What is required — Go through the records and set each one down exactly, skipping any picture.

##### Working data #####

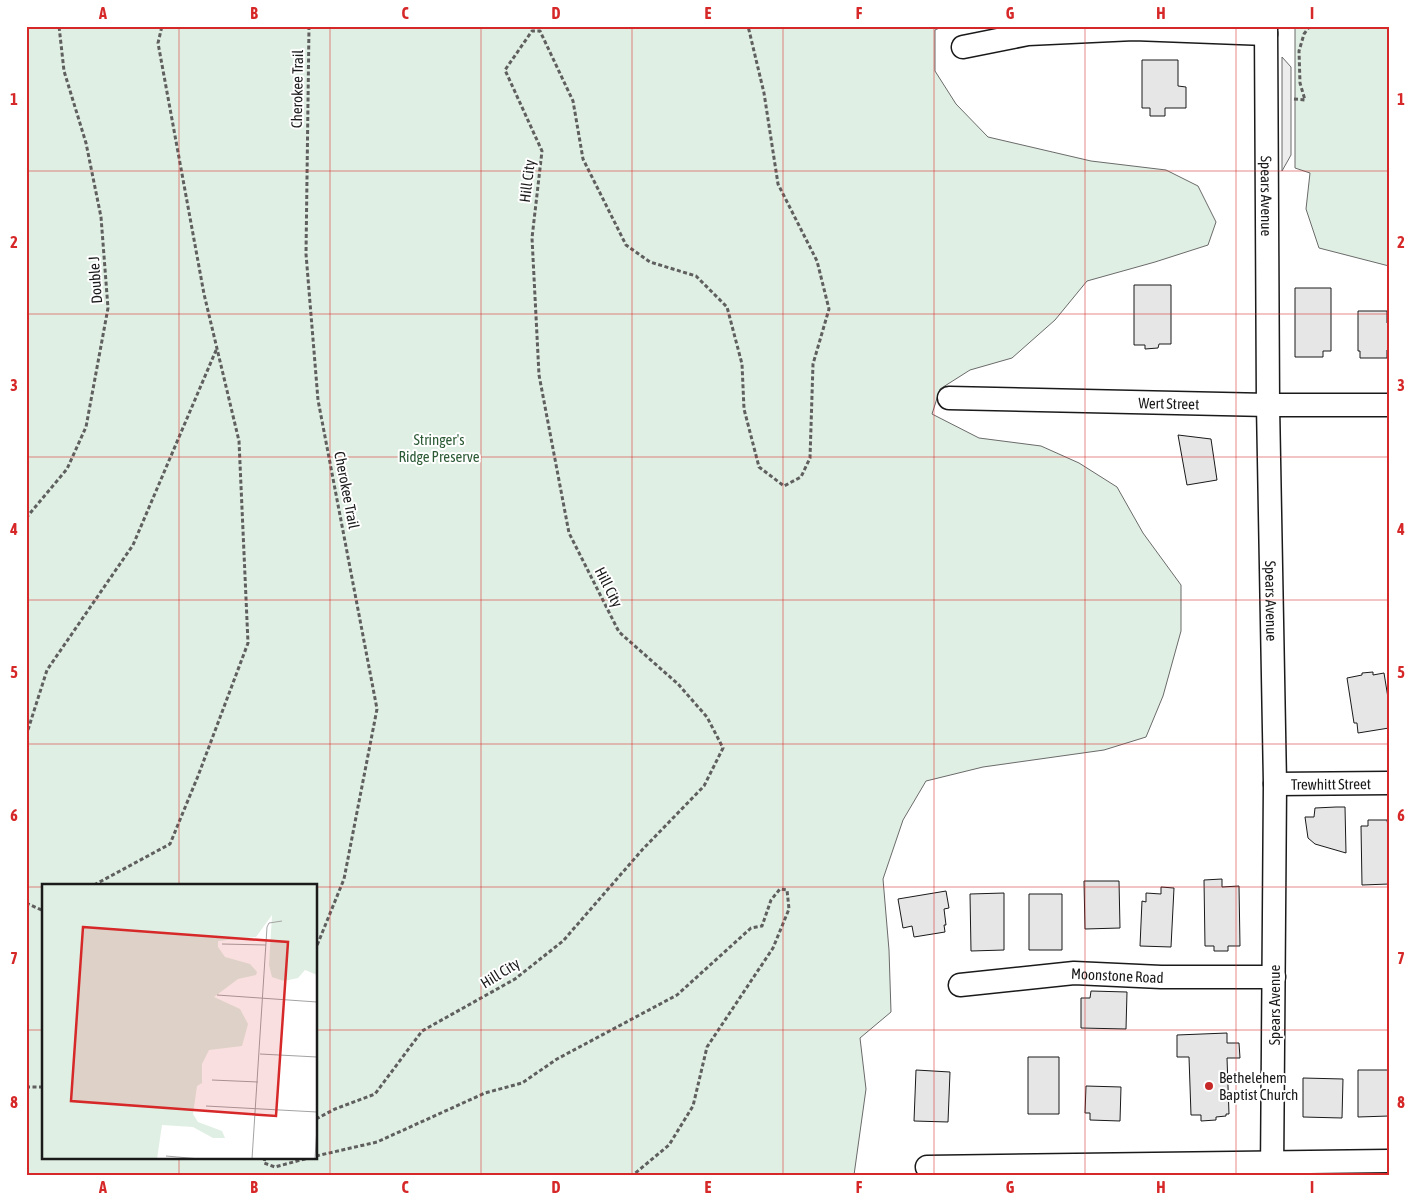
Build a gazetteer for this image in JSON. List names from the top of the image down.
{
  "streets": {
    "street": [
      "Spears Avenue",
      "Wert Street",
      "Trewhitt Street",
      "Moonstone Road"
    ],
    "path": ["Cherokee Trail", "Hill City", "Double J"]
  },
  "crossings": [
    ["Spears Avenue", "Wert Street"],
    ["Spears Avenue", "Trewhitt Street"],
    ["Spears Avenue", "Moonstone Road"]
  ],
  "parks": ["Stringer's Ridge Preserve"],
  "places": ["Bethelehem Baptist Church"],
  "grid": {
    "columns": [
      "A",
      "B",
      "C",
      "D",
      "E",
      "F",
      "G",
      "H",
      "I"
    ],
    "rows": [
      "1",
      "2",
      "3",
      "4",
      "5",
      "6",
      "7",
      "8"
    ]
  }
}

#####

Finished exercise —
Build a gazetteer for this image in JSON. List names from the top of the image down.
{
  "streets": {
    "street": [
      "Spears Avenue",
      "Wert Street",
      "Trewhitt Street",
      "Moonstone Road"
    ],
    "path": ["Cherokee Trail", "Hill City", "Double J"]
  },
  "crossings": [
    ["Spears Avenue", "Wert Street"],
    ["Spears Avenue", "Trewhitt Street"],
    ["Spears Avenue", "Moonstone Road"]
  ],
  "parks": ["Stringer's Ridge Preserve"],
  "places": ["Bethelehem Baptist Church"],
  "grid": {
    "columns": [
      "A",
      "B",
      "C",
      "D",
      "E",
      "F",
      "G",
      "H",
      "I"
    ],
    "rows": [
      "1",
      "2",
      "3",
      "4",
      "5",
      "6",
      "7",
      "8"
    ]
  }
}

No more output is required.